Dr. Von may not be able to define ” giftedness” but he knows it when he sees it.

This post was very interesting to me both for Von’s insights into the complicated nature of high intelligence, most of which struck me as spot-on from my own experience in working with gifted and a few profoundly gifted students and the subsequent comment the post evoked. I am reproducing ” What Is a Gifted Student?” in full. My comments are in regular text, Dr. Von’s are in bold.

“As another round of parent conferences fast approaches, I anticipate at some point being asked if various students should be looking for opportunities to participate in ‘gifted’ programs at universities, online or in other venues. And it is just a matter of time before the next article on ‘giftedness’ makes an appearance in one of the education journals, or one hears other teachers talk about ‘gifted’ students who get A’s on all their tests throughout the school year. But what is “giftedness?” Is there a single definition that can work for the masses? Or is this term one of the most misused, overused and exaggerated terms in the educational vocabulary?

I personally think talk of ‘gifted’ students is entirely overused and misinterpreted. I don’t think one can come up with a single definition, either, largely because of my belief and support for Howard Gardner’s theory of multiple intelligences (although perhaps a replacement for ‘intelligence’ is ‘competence’).”
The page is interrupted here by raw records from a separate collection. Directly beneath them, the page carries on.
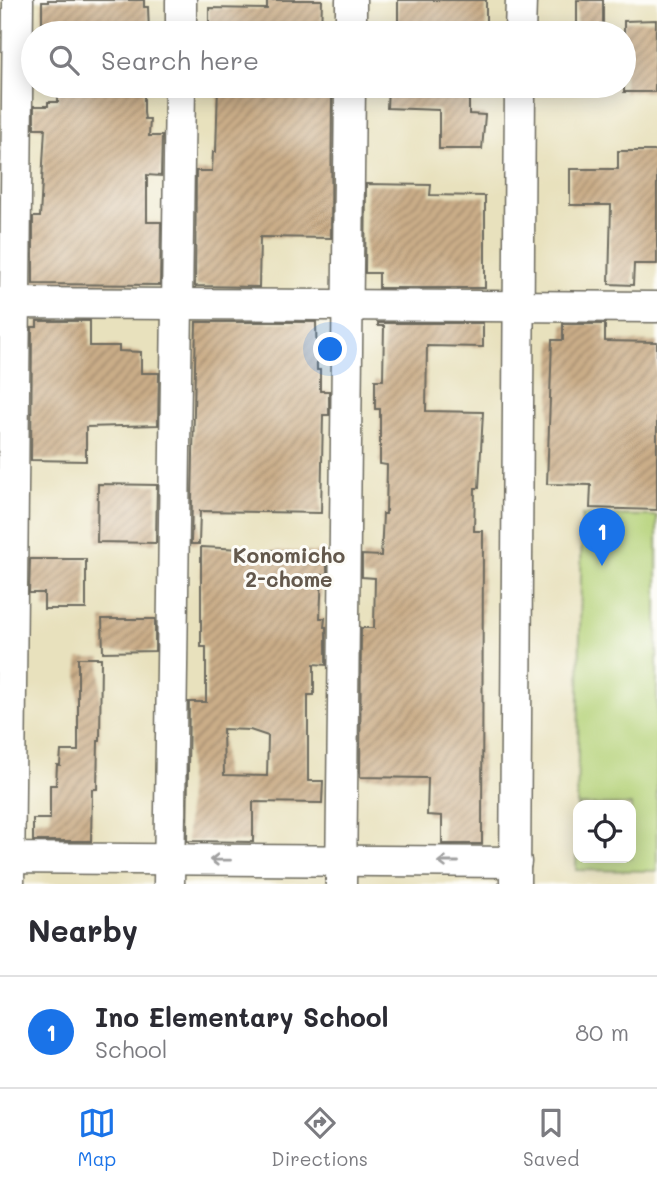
<!DOCTYPE html>
<style>
body{margin:0;font-family:Mali,sans-serif;background:#f2f2f3;color:#2b2b33}
.controls{position:absolute;right:21px;bottom:21px;display:grid;overflow:hidden;border-radius:14px;box-shadow:0 4px 18px #0003}
.controls button{width:63px;height:63px;display:grid;place-items:center;padding:0;border:0;border-bottom:2px solid #e1e1e2;background:#fff;color:#2b2b33;font:35px sans-serif}
.you{position:absolute;left:331px;top:350px;width:24px;height:24px;margin:-18px;border:5px solid #fff;border-radius:50%;background:#1a73e8;box-shadow:0 0 0 10px #1a73e833}
.badge{display:grid;place-items:center;width:46px;height:46px;border-radius:50%;background:#1a73e8;color:#fff;font-size:23px;font-weight:700}
.pin{position:absolute;translate:-50% -58px;filter:drop-shadow(0 2px 4px #0008)}
.pin::after{content:'';position:absolute;top:37px;width:24px;height:21px;background:inherit;clip-path:polygon(0 0,100% 0,50% 100%)}
.list{margin:0;padding:0;list-style:none}
h2{display:flex;justify-content:space-between;align-items:center;height:91px;margin:0;padding:0 28px;font-size:30px}
h2 small{font-size:23px;font-weight:400;color:#7c7c81}
.list li{display:grid;grid-template-columns:46px 1fr auto;gap:21px;align-items:center;box-sizing:border-box;height:112px;padding:0 28px;border-top:2px solid #e1e1e2}
.list b{display:block;font-size:26px;white-space:nowrap}
.list p{margin:0;font-size:23px;white-space:nowrap;color:#7c7c81}
.list em{font-size:23px;font-style:normal;color:#7c7c81}
.icon{flex:none;width:38px;height:38px;fill:none;stroke:currentColor;stroke-width:2;stroke-linecap:round;stroke-linejoin:round}
.map{position:relative;flex:none;width:657px;height:884px;overflow:hidden}
.search{position:absolute;background:#fff;box-shadow:0 4px 18px #0003;left:21px;right:21px;top:21px;height:77px;display:flex;align-items:center;gap:18px;box-sizing:border-box;padding:0 24px;border-radius:38px;color:#7c7c81;font-size:26px}
.sheet{height:203px;background:#fff}
nav{display:flex;justify-content:space-around;align-items:center;box-sizing:border-box;height:98px;border-top:2px solid #e1e1e2;background:#fff;font-size:19px;color:#7c7c81}
nav a{display:grid;justify-items:center;gap:4px}
nav .on{color:#1a73e8}
.map>svg:first-child{display:block}
</style>
<div class="map">
<svg width="657" height="884" viewBox="0 0 657 884">
<defs>
<pattern id="building-hatch" width="6" height="6" patternUnits="userSpaceOnUse" patternTransform="scale(1.75)"><rect width="6" height="6" fill="#caad88"/><path d="M-1 1l2-2M0 6l6-6M5 7l2-2" fill="none" stroke="#a48d6f"/></pattern>
</defs>
<rect width="100%" height="100%" fill="#fdfcf7"/>
<filter id="ink" filterUnits="userSpaceOnUse"><feTurbulence type="fractalNoise" baseFrequency=".0143" numOctaves="2"/><feDisplacementMap in="SourceGraphic" scale="14" xChannelSelector="R" yChannelSelector="G"/><feConvolveMatrix kernelMatrix="1 2 1 2 8 2 1 2 1" color-interpolation-filters="sRGB"/></filter>
<filter id="wash" filterUnits="userSpaceOnUse"><feTurbulence type="fractalNoise" baseFrequency=".00686" numOctaves="4" result="noise"/><feDisplacementMap in="SourceGraphic" scale="28" xChannelSelector="R" yChannelSelector="G"/><feGaussianBlur stdDeviation="1.57" result="paint"/><feColorMatrix in="noise" values="0 0 0 0 0 0 0 0 0 0 0 0 0 0 0 0 0 1.4 0 .05"/><feComposite in="paint" operator="in"/></filter>
<g filter="url(#wash)">
<rect width="100%" height="100%" fill="#e8e1bd"/>
<path fill="#b4d177" stroke="#707e51" stroke-width="2" fill-rule="evenodd" d="M582 515 657 516V871L576 870ZM578 805H631V858H578Z"/>
<g id="blocks">
<g fill="url(#building-hatch)" fill-rule="evenodd">
<polygon points="48,0 144,0 144,7 148,7 149,33 45,33 46,23 42,23 42,2 48,2"/>
<polygon points="267,0 322,0 321,33 209,33 209,8 267,9"/>
<polygon points="398,0 486,0 486,31 398,33"/>
<rect x="577" y="0" width="26" height="33"/>
<polygon points="656,20 655,92 624,92 624,21"/>
<polygon points="58,86 144,86 144,113 145,119 150,119 149,136 162,136 161,176 147,175 147,222 161,222 160,285 33,284 33,217 40,217 45,128 34,128 34,106 48,106 48,102 58,102"/>
<polygon points="218,86 260,86 260,92 332,92 331,238 260,237 259,287 195,286 196,171 212,171 213,152 216,152"/>
<polygon points="388,86 469,86 469,114 485,115 482,149 439,149 439,110 387,108"/>
<polygon points="618,151 657,151 657,264 634,264 633,285 609,284 611,205 570,205 570,169 618,169"/>
<polygon points="366,184 431,185 430,195 485,196 485,288 379,288 379,273 365,273"/>
<polygon points="37,321 90,321 90,346 119,346 119,351 141,352 141,373 159,373 158,425 86,427 86,461 31,460 32,327 37,327"/>
<polygon points="196,322 316,322 317,370 320,370 320,391 329,391 329,415 323,415 321,513 200,511 199,544 191,544"/>
<polygon points="378,323 483,323 483,347 427,346 426,411 483,412 479,488 475,488 474,531 483,531 482,844 442,844 442,816 427,815 428,778 360,777 361,628 374,628 375,578 362,577 362,555 381,556 383,514 386,514 387,465 380,464 380,409 375,409 375,380 383,380 384,326 378,326"/>
<polygon points="563,324 605,324 605,341 657,342 657,510 590,508 591,485 547,484 552,340 563,340"/>
<polygon points="98,484 157,485 156,543 97,542"/>
<path d="M201 547 327 553V575H322L320 618H325L324 627H326V665L314 664V695H308V781H323L322 803 253 802V842L187 841 189 702H206V647H201ZM223 729 250 730 268 736 267 776 224 775Z"/>
<polygon points="30,559 86,559 86,609 44,609 44,593 29,593"/>
<polygon points="102,619 155,619 155,651 103,652"/>
<polygon points="78,658 101,658 100,741 98,741 97,789 92,789 91,841 33,841 33,819 50,819 50,785 56,785 57,765 60,765 61,751 78,751"/>
</g>
</g>
</g>
<g filter="url(#ink)">
<use href="#blocks" fill-opacity="0" stroke="#6d6b5e" stroke-width="2"/>
<g fill="none" stroke-linecap="round" stroke-linejoin="round">
<g stroke="#6d6b5e" stroke-width="33">
<g id="minor">
<polyline points="181,33 181,0"/>
<polyline points="351,33 351,0"/>
<polyline points="520,33 521,0"/>
<polyline points="0,303 657,307"/>
<polyline points="0,858 516,862"/>
<polyline points="9,884 18,0"/>
<polyline points="169,884 180,86"/>
<polyline points="341,884 350,86"/>
<polyline points="515,884 520,86"/>
</g>
</g>
<use href="#minor" stroke="#fff" stroke-width="30"/>
</g>
<defs><path id="oneway-shaft" d="M-6 0H5M1.5-3L5.5 0L1.5 3" fill="none" stroke-width="1.6" stroke-linecap="round" stroke-linejoin="round" transform="scale(1.75)"/></defs>
<g stroke="#a0a0a0">
<use href="#oneway-shaft" transform="translate(220 860) rotate(-179)"/>
<use href="#oneway-shaft" transform="translate(448 862) rotate(-180)"/>
</g>
</g>
<g text-anchor="middle" stroke-width="6" stroke-linejoin="round" paint-order="stroke">
<g font-size="21" font-weight="bold" fill="#63584c" stroke="#fdfcf7">
<text x="289" y="563">Konomicho<tspan x="289" dy="24">2-chome</tspan></text>
</g>
</g>
</svg>
<div class="controls">
<button><svg class="icon" aria-label="locate" viewBox="0 0 24 24"><circle cx="12" cy="12" r="6"/><path d="M12 2v4M12 18v4M2 12h4M18 12h4"/></svg></button>
</div>
<div class="you"></div>
<div class="pin badge" style="left:602px;top:566px">1</div>
<div class="search"><svg class="icon" aria-label="search" viewBox="0 0 24 24"><circle cx="10" cy="10" r="6"/><path d="M15 15l6 6"/></svg>Search here</div>
</div>
<section class="sheet">
<h2>Nearby<small></small></h2>
<ul class="list">
<li><span class="badge">1</span><div><b>Ino Elementary School</b><p>School</p></div><em>80 m</em></li>
</ul>
</section>
<nav>
<a class="on"><svg class="icon" aria-label="map" viewBox="0 0 24 24"><path d="M3 6l6-2 6 2 6-2v14l-6 2-6-2-6 2zM9 4v14M15 6v14"/></svg>Map</a>
<a><svg class="icon" aria-label="directions" viewBox="0 0 24 24"><path d="M12 3l9 9-9 9-9-9zM9 14v-3h6M13 9l2 2-2 2"/></svg>Directions</a>
<a><svg class="icon" aria-label="saved" viewBox="0 0 24 24"><path d="M7 4h10v16l-5-4-5 4z"/></svg>Saved</a>
</nav>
Being quite familiar with Gardner’s theories myself I’d agree that ” competence”or perhaps ” modality” is a better descriptor. Some of Gardner’s ” intelligences” appear to be traditionally g-loaded conceptions and others are expressing at least partially non-cognitive physiological or even vague cultural aspects. They all appear to be socially or psychologically useful qualities however, if not all equally useful in every context.

Whatever the language, a truly gifted person in any particular field or activity is, in my mind, someone whose skill, intellect, or ability is off the charts and at a different level than someone who is merely competent, consistent, or accelerated in that field. As an example, I know many teachers and parents who refer to their straight A students as gifted.

A very common misconception. Bright, hardworking, highly motivated students are exactly that and no more. Because they are often able to exceed the curricular standards of their local public school, which has standards set for the student in the low-average range, their relative superiority often lulls them( certainly their parents) into the mistaken belief that they are more able than they actually are. The irony of course is that if these students were truly gifted they would not have fallen into that self-referential trap.

Because of my long involvement with the Center for Talent Development at Northwestern University, I know countless parents who place their kids in programs run through universities because their kids are ‘gifted’ and need new challenges that are not available at their respective schools. Having worked with top-tier students for over ten years, it has been more than obvious to me that ‘gifted’ is a term that is as overused and abused in education as ‘genius’ is in the popular media. Terms like ‘gifted’ and ‘genius’ are meant to be used for the rare individual whose talents, knowledge, ability, and performance is so far beyond even the most competent in a field that there is not another term that would properly describe them.

I might suggest “ polymath” fits some of these multidimensional prodigies better than ” genius”. Even some people of genius level intelligence can be exceptionally linear or tunnel-visioned in their thinking style compared to the extraordinairly creative, high performing minds of a Newton, DaVinci, Aristotle, Mill, Jefferson or similar figures.